Without protection under the law, what non-governmental organisations can do to help is limited. “For other cases, we can make suggestions on how you can file a complaint to the EOC and what ordinances you can refer to in your complaint…we can accompany you to the EOC and follow up the case together, but we cannot do it in this situation,” says Jodie Hui Pui-lam, the AAF’s coordinating officer.
Without the help of the non-governmental organisations, victims may seek help from their employers. However, many companies do not provide clear guidelines on handling sexual harassment from customers.
Julian Yau Chi-hung, the external vice-chairman of the Cathay Pacific Airways Flight Attendants Union thinks that the guidelines for front-line employees on how they should handle incidences of sexual harassment from passengers are inadequate. “They only tell us you need to report to your supervisor or call the police, they do not mention if we should make a record of it or ask for a witness,” he says.

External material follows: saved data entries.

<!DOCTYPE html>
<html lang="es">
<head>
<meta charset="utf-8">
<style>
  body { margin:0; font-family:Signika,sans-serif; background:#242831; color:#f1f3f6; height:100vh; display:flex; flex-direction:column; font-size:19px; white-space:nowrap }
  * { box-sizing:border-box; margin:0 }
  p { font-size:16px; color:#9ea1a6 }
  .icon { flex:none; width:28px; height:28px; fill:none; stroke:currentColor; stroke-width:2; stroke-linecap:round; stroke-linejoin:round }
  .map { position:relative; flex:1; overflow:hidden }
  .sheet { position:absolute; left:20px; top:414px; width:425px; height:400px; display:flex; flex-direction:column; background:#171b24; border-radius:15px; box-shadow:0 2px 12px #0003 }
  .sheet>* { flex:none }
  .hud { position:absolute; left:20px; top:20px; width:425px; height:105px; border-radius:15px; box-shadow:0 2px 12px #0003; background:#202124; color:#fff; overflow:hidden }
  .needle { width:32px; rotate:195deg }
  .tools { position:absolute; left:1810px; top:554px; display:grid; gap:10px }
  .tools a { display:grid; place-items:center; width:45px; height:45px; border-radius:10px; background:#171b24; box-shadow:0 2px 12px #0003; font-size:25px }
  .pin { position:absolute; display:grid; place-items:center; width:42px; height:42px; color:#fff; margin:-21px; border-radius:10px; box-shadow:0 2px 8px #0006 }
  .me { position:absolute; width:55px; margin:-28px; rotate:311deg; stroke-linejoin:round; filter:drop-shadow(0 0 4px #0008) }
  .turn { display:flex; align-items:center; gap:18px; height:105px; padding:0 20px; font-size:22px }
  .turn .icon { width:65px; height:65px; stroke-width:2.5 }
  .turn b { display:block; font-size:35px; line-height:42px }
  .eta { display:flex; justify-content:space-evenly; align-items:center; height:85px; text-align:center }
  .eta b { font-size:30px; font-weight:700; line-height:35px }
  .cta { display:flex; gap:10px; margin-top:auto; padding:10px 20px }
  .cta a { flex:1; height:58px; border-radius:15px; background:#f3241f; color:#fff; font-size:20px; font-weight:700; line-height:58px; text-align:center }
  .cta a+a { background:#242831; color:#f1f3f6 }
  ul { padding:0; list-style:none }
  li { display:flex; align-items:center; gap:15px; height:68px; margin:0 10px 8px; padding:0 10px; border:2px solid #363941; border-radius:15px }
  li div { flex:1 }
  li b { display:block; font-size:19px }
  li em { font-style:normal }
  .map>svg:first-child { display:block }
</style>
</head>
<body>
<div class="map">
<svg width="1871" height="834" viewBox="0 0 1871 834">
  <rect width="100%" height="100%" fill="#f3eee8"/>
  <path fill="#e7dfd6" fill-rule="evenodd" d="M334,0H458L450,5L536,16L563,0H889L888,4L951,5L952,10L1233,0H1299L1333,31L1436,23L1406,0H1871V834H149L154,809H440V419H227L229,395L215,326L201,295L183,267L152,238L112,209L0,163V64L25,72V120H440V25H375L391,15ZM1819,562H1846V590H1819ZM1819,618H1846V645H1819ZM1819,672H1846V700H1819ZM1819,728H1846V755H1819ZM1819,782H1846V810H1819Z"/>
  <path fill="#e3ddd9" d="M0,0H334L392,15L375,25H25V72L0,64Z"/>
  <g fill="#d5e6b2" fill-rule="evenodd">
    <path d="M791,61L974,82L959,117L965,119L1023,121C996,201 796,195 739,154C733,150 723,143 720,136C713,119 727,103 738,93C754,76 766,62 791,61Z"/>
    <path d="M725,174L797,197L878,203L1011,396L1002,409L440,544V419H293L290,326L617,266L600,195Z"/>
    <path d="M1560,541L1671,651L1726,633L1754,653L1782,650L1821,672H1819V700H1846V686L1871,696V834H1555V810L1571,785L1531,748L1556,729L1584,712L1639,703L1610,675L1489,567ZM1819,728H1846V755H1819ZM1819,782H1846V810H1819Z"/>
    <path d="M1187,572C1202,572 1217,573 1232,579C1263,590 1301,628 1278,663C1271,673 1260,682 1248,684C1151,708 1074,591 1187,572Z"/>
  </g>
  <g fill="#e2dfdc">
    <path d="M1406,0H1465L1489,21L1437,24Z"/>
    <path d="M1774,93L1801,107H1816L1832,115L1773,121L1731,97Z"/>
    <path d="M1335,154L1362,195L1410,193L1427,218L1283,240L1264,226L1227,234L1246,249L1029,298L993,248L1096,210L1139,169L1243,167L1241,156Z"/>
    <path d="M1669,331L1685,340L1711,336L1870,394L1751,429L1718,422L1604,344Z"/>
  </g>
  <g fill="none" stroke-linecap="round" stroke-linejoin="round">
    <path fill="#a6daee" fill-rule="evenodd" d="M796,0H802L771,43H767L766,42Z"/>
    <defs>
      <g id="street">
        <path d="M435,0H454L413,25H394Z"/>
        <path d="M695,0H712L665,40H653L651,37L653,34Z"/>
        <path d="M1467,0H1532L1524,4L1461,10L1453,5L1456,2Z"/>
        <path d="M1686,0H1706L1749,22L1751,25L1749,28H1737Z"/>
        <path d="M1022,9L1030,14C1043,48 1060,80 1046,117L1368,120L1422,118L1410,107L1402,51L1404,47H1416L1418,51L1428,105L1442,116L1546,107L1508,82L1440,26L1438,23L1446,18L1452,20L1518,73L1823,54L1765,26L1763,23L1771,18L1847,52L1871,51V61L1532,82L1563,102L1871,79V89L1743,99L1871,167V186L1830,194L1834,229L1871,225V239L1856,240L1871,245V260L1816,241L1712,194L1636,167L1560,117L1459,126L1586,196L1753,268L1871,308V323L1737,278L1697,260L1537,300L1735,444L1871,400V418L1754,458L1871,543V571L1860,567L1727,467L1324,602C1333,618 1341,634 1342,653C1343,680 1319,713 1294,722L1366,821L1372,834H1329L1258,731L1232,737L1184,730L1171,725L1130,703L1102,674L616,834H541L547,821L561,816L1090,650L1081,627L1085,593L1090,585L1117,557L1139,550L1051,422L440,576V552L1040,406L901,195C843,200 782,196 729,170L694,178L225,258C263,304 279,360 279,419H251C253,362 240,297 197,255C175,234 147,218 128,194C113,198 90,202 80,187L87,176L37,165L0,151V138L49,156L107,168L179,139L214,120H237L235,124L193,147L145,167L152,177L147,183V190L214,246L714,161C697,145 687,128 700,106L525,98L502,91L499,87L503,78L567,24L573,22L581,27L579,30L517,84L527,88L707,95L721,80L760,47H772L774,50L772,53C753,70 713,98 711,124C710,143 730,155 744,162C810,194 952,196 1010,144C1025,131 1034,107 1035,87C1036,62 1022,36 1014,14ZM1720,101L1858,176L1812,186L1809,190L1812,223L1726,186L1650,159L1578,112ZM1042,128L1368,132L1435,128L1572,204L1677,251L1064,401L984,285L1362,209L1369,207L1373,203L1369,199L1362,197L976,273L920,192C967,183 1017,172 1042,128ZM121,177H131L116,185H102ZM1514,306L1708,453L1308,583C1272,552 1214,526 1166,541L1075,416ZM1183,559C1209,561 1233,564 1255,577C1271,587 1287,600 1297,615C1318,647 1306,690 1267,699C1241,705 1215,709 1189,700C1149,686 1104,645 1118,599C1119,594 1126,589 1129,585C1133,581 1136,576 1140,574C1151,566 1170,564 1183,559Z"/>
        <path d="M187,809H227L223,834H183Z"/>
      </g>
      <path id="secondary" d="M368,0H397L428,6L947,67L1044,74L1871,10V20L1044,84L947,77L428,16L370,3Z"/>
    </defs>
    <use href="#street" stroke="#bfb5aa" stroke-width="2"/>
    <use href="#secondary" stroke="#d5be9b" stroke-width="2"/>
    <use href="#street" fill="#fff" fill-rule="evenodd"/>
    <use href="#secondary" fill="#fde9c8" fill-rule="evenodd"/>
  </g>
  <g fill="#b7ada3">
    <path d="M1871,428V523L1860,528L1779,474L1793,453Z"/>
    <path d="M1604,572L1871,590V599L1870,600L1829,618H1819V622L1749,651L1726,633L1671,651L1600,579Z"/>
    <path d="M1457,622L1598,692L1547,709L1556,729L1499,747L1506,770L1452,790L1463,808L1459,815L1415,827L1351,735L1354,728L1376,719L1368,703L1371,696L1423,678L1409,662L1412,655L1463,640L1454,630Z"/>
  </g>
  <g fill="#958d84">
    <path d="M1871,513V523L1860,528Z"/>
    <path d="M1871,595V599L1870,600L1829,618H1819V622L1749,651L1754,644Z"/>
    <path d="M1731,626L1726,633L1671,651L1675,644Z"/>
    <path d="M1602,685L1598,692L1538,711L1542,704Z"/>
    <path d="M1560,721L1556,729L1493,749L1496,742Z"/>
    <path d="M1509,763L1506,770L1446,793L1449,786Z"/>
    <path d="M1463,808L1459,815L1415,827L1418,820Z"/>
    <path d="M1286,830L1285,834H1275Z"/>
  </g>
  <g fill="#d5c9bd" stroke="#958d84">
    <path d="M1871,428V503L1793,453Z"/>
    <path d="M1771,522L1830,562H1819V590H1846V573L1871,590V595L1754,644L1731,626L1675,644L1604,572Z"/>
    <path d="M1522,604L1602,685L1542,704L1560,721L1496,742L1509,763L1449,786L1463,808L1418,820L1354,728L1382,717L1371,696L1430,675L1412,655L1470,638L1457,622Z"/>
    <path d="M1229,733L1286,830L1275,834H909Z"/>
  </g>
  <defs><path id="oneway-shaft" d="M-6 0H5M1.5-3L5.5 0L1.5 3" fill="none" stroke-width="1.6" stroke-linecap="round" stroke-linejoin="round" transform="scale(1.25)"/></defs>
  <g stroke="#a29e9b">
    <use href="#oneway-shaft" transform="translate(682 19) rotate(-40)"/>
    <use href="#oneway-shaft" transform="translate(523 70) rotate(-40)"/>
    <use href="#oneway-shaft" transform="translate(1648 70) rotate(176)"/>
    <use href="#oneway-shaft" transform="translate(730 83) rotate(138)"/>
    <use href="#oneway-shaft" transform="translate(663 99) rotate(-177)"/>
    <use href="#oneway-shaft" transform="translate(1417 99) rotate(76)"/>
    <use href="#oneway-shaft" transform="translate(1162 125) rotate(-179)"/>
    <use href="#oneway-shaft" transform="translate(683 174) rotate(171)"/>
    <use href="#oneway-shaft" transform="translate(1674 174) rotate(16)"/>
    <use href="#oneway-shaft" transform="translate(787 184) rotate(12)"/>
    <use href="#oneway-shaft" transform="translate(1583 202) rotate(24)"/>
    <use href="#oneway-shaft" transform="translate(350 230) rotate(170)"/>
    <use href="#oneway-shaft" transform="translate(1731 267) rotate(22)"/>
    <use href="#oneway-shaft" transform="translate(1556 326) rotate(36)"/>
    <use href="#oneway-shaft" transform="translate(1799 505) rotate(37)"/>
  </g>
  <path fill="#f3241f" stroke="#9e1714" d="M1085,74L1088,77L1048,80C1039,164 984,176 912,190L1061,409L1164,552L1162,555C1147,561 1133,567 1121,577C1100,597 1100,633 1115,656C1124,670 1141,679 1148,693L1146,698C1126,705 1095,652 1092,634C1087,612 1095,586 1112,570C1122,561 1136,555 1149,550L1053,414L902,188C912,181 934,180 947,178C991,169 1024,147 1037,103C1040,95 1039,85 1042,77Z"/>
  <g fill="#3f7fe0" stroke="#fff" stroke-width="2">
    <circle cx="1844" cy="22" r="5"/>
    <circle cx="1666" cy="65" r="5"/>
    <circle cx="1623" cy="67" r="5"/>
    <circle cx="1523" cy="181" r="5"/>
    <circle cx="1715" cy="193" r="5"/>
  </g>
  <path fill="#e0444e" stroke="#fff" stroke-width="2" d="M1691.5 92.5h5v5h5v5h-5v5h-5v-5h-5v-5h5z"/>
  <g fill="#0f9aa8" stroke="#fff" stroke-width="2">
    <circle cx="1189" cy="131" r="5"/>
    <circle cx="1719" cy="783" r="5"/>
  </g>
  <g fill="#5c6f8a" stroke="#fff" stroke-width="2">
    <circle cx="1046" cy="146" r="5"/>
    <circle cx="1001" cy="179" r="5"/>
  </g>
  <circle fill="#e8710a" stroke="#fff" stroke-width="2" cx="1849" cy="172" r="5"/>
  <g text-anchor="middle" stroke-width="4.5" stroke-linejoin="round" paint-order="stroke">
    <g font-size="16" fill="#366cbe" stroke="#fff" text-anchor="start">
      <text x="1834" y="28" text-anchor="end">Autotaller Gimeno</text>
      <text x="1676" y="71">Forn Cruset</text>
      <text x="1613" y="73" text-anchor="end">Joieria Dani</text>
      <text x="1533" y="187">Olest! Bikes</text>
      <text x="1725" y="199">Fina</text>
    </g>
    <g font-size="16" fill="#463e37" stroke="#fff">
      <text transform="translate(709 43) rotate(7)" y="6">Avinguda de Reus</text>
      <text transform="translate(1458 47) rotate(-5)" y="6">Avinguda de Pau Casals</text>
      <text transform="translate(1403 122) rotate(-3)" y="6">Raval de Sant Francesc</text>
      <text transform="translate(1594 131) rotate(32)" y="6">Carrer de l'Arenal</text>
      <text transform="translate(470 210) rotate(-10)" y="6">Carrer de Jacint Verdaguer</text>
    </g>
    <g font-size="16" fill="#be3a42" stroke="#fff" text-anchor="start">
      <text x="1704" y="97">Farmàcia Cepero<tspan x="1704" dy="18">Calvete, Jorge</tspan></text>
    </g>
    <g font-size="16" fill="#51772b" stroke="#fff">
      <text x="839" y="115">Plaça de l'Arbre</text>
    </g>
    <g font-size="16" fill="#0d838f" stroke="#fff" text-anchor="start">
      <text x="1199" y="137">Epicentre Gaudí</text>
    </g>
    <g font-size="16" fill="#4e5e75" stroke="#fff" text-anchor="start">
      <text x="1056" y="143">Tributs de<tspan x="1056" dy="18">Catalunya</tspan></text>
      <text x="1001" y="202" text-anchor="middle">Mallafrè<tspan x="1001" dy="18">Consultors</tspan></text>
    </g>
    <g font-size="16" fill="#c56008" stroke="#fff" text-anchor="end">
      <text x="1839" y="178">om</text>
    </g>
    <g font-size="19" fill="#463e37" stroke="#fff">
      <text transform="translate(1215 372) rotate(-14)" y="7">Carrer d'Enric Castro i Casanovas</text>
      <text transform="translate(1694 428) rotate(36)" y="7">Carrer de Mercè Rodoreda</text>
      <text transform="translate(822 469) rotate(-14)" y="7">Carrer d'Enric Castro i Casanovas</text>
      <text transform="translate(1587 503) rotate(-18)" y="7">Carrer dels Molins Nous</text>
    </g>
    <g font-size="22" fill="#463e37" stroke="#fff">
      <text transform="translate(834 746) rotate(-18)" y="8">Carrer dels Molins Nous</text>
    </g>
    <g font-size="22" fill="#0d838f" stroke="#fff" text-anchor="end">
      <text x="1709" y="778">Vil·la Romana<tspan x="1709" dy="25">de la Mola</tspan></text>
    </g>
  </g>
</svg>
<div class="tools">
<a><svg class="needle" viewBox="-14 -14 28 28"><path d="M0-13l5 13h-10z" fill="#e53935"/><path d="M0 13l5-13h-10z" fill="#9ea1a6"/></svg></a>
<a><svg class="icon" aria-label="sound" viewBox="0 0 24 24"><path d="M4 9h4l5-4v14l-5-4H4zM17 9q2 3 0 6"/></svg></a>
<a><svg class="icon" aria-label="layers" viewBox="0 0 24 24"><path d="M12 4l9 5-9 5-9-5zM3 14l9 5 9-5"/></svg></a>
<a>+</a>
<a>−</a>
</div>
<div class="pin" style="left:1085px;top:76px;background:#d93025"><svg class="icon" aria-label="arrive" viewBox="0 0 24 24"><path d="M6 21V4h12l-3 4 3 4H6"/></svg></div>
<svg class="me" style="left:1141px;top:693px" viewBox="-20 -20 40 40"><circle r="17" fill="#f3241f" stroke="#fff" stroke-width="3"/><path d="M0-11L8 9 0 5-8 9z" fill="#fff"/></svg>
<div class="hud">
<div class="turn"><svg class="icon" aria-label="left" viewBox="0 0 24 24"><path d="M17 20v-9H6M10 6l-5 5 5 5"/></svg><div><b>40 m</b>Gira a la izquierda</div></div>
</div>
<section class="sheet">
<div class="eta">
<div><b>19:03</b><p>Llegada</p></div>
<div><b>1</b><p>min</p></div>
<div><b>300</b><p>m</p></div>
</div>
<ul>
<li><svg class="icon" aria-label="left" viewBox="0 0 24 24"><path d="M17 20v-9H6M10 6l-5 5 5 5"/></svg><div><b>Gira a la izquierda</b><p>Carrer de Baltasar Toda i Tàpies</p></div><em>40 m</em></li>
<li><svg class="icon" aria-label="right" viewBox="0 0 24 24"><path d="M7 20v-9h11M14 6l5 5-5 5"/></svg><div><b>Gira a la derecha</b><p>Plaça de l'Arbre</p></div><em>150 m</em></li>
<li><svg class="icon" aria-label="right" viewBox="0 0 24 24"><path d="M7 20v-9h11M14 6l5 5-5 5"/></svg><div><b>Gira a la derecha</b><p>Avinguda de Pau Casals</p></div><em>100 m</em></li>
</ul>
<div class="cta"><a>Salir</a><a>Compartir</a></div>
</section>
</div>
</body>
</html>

Jenny Ho Kit-man, an executive committee member of the union, thinks companies are not motivated to provide clearer guidelines because the ordinance does not cover employees. “[They think] there are no protections so why should I do anything? It wouldn’t help you anyway,” says Ho.
Even when there are guidelines, they do not apply to all work scenarios. When 20-year-old Louisa Chan Lok-yee faced sexual harassment during her nursing internship, she was frightened and at a loss as to what she should do. In school, Chan had learnt how to avoid complaints of sexual harassment from patients but she was not taught what to do if the tables were turned.
On the second day of Chan’s internship, she and her classmate were assigned to change the diapers of the male patients. A 50-year-old patient asked Chan to clean his genital area although he did not need to change his diaper. Chan resisted at the beginning but agreed after the patient’s repeated requests. As she did so, the patient had an erection. “We were frightened, we asked him if we had hurt him but he said ‘No, it feels good and please continue’ but we felt really embarrassed,” says Chan.
Chan reported the incident to her teacher at the school of nursing but the teacher neither took further action to assist her nor provided her with advice on how to handle similar cases.